Die Anwendung von Enam bewirkt laut Herstellerangaben eine Senkung des diastolischen und systolischen Blutdrucks, ohne dabei eine reflektorische Tachykardie auszulösen.
Nach klinischen Bewertungen verringert Enam die Hypertrophie der linken Herzkammer und reduziert den Sauerstoffbedarf des Herzmuskels; unter Bedingungen einer Hypoxie verbessert es dessen Zustand. Das Präparat behindert die Entwicklung einer diabetischen Nephropathie, verstärkt die renale Durchblutung und trägt so zur Verringerung der Herzsterblichkeit bei. Ein Einfluss auf den Kohlenhydrat- und Lipidstoffwechsel liegt nicht vor.
Gemäß den Packungsbeilagen wird Enam zur Behandlung von Patienten mit arterieller Hypertonie in verschiedenen Formen eingesetzt, einschließlich der essentiellen arteriellen und renovaskulären Hypertonien.
Zusätzlich ist laut Packungsbeilage die langdauernde Herzmuskelschwäche (im Rahmen einer kombinierten Therapie) indiziert.
Das Präparat wird zur Prophylaxe der Koronarinsuffizienz und der dekompensierten Herzschwäche bei Patienten mit eingeschränkter Funktion der linken Herzkammer eingesetzt.
Gemäß den Packungsbeilagen ist Enam zur oralen Einnahme bestimmt. Das Präparat wird unabhängig vom Nahrungsaufnahmezeitpunkt in der Regel einmal täglich zur gleichen Zeit eingenommen. Die Dosierung des Präparats richtet sich nach dem Alter des Patienten sowie den Angaben in der Packungsbeilage.

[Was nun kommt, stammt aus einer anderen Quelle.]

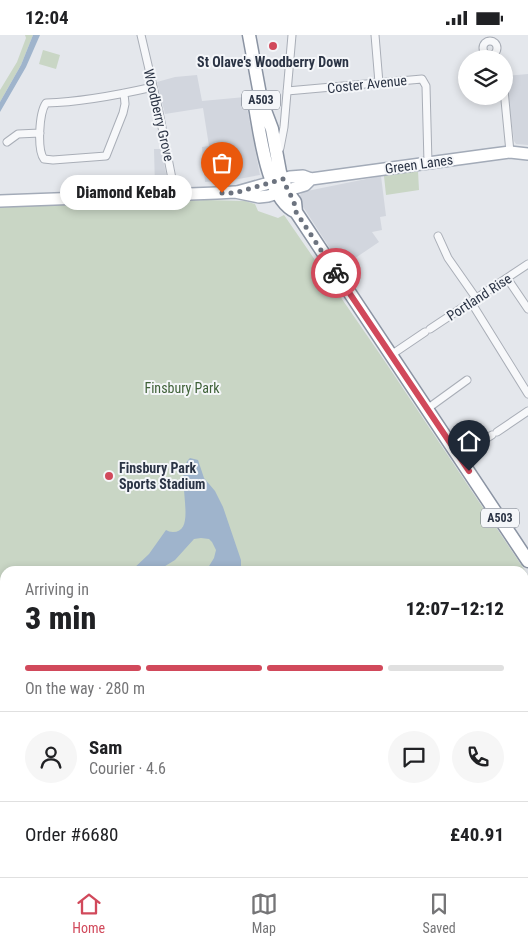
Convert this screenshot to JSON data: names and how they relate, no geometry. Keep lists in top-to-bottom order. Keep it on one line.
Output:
{"streets":{"highway":["A503"],"main road":["Green Lanes"],"street":["Coster Avenue","Woodberry Grove","Portland Rise"]},"crossings":[["Coster Avenue","Green Lanes"],["A503","Green Lanes"],["A503","Portland Rise"],["Woodberry Grove","Green Lanes"]],"parks":["Finsbury Park"],"places":["St Olave's Woodberry Down","Diamond Kebab","Finsbury Park Sports Stadium"],"page":{"status":"12:04","bubble":"Diamond Kebab","heading":["3 min","Arriving in","12:07–12:12"],"panel":["Sam","Courier · 4.6","Order #6680","£40.91"],"bar":"On the way · 280 m","tabs":["Home","Map","Saved"]}}
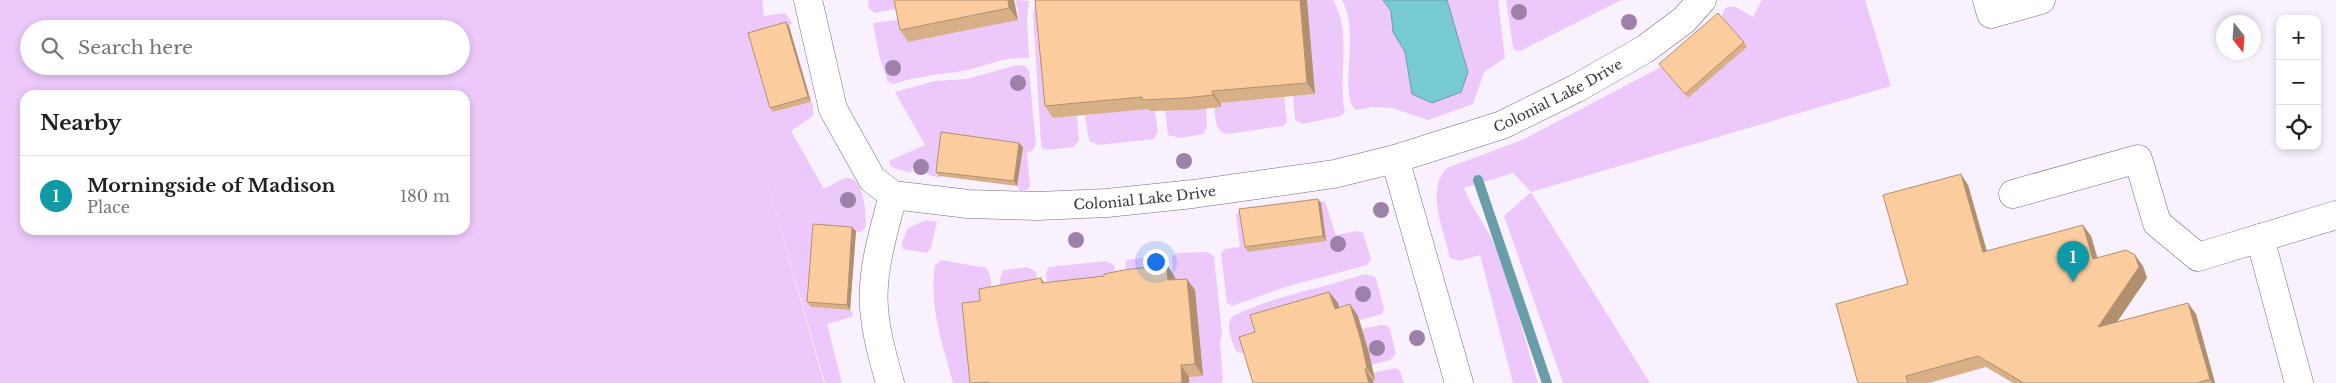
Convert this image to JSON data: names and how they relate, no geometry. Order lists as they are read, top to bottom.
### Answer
{
  "streets": {
    "street": ["Colonial Lake Drive"]
  },
  "north": "bottom",
  "page": {
    "map_buttons": ["+", "−"],
    "search": "Search here",
    "heading": "Nearby",
    "list": [
      {
        "mark": "1",
        "name": "Morningside of Madison",
        "note": "Place",
        "value": "180 m"
      }
    ],
    "pins": "1"
  }
}
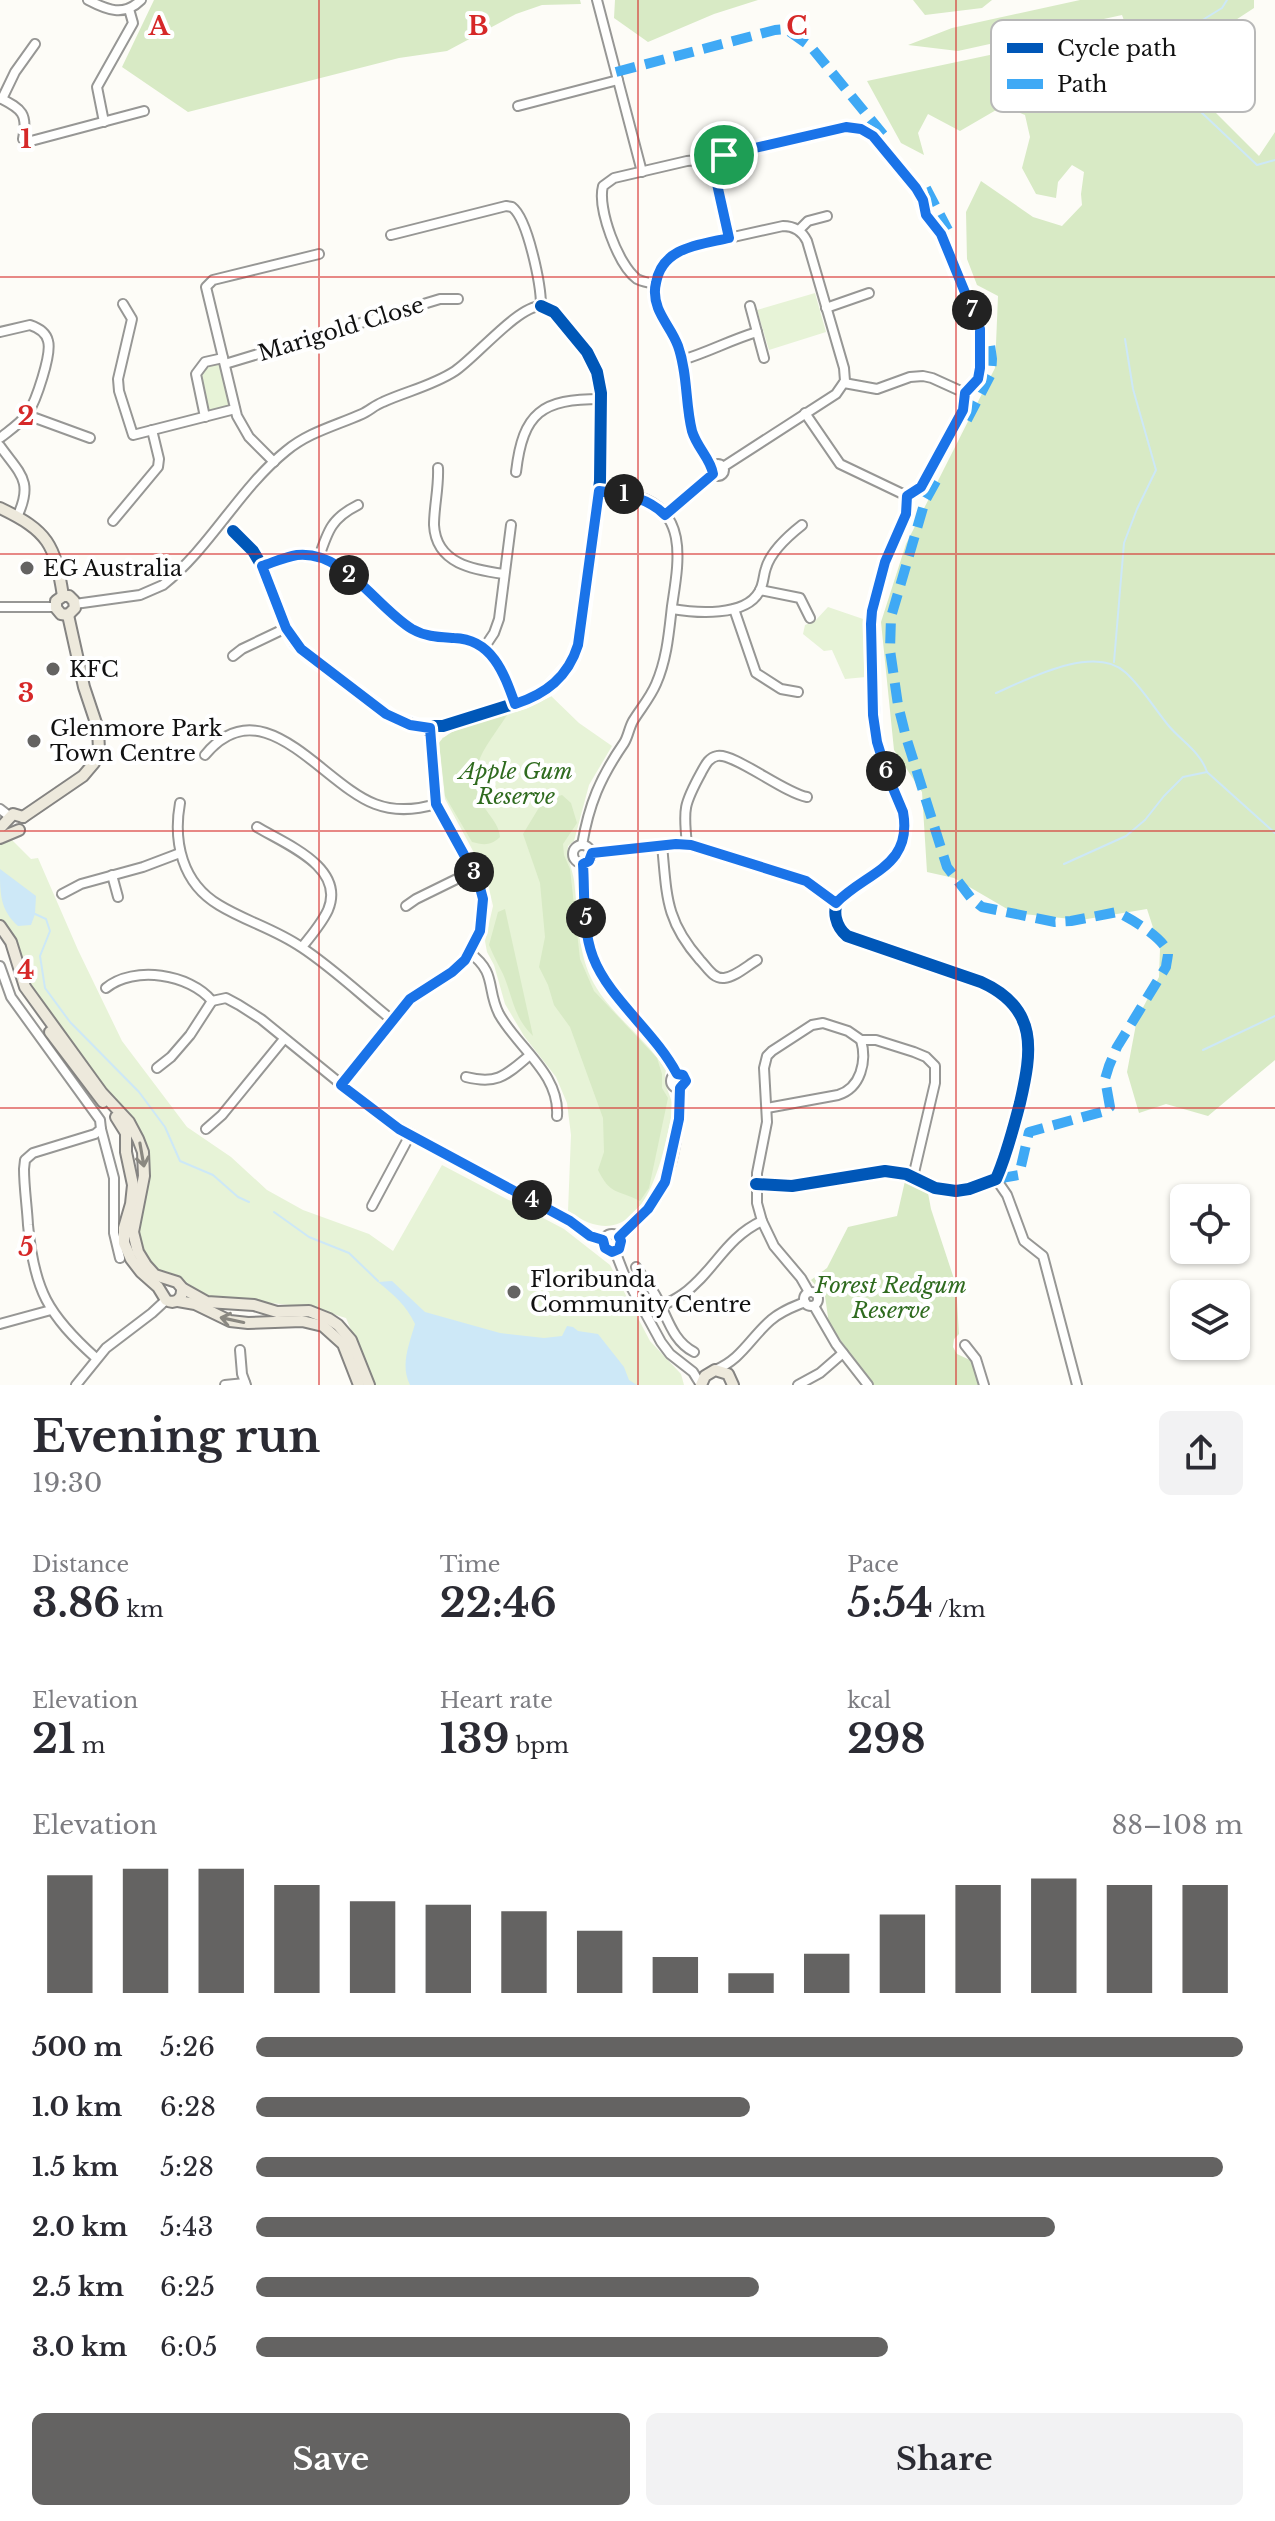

Bei essentieller Hypertonie im Erwachsenenalter beträgt die übliche Tagesdosis 2,5 bis 5 mg. Die maximale Tagesdosis liegt bei 40 mg.
Vor Beginn der Enalapril-Therapie ist es ratsam, Diuretika vorübergehend für drei Tage abzusetzen. Die Behandlung mit Enam sollte mit der niedrigsten Dosierung begonnen und schrittweise auf das optimale Niveau erhöht werden.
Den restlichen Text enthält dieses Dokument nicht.